• AIM OF THE TASK:
Repeat the data that follows, keeping every character intact.

• DATA RECORDS:

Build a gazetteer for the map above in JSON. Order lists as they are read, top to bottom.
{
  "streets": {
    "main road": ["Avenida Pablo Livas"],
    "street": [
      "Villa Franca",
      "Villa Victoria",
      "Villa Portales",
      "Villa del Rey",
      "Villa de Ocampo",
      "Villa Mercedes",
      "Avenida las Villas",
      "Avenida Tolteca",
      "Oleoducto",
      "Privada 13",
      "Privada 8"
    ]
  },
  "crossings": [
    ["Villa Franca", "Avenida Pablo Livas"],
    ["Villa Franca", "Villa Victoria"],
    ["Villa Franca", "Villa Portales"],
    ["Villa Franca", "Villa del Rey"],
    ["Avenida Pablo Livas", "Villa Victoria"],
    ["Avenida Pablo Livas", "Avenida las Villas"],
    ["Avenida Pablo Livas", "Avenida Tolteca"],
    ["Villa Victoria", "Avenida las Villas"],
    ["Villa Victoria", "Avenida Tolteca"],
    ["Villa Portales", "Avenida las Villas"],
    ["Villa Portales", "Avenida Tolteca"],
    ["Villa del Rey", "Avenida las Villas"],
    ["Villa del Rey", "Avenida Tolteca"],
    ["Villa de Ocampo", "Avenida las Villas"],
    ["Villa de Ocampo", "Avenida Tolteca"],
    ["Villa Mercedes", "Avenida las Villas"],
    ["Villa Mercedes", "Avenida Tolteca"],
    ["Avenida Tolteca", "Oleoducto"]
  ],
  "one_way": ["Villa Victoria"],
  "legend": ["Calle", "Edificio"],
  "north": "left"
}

• TASK RESPONSE:
Build a gazetteer for the map above in JSON. Order lists as they are read, top to bottom.
{
  "streets": {
    "main road": ["Avenida Pablo Livas"],
    "street": [
      "Villa Franca",
      "Villa Victoria",
      "Villa Portales",
      "Villa del Rey",
      "Villa de Ocampo",
      "Villa Mercedes",
      "Avenida las Villas",
      "Avenida Tolteca",
      "Oleoducto",
      "Privada 13",
      "Privada 8"
    ]
  },
  "crossings": [
    ["Villa Franca", "Avenida Pablo Livas"],
    ["Villa Franca", "Villa Victoria"],
    ["Villa Franca", "Villa Portales"],
    ["Villa Franca", "Villa del Rey"],
    ["Avenida Pablo Livas", "Villa Victoria"],
    ["Avenida Pablo Livas", "Avenida las Villas"],
    ["Avenida Pablo Livas", "Avenida Tolteca"],
    ["Villa Victoria", "Avenida las Villas"],
    ["Villa Victoria", "Avenida Tolteca"],
    ["Villa Portales", "Avenida las Villas"],
    ["Villa Portales", "Avenida Tolteca"],
    ["Villa del Rey", "Avenida las Villas"],
    ["Villa del Rey", "Avenida Tolteca"],
    ["Villa de Ocampo", "Avenida las Villas"],
    ["Villa de Ocampo", "Avenida Tolteca"],
    ["Villa Mercedes", "Avenida las Villas"],
    ["Villa Mercedes", "Avenida Tolteca"],
    ["Avenida Tolteca", "Oleoducto"]
  ],
  "one_way": ["Villa Victoria"],
  "legend": ["Calle", "Edificio"],
  "north": "left"
}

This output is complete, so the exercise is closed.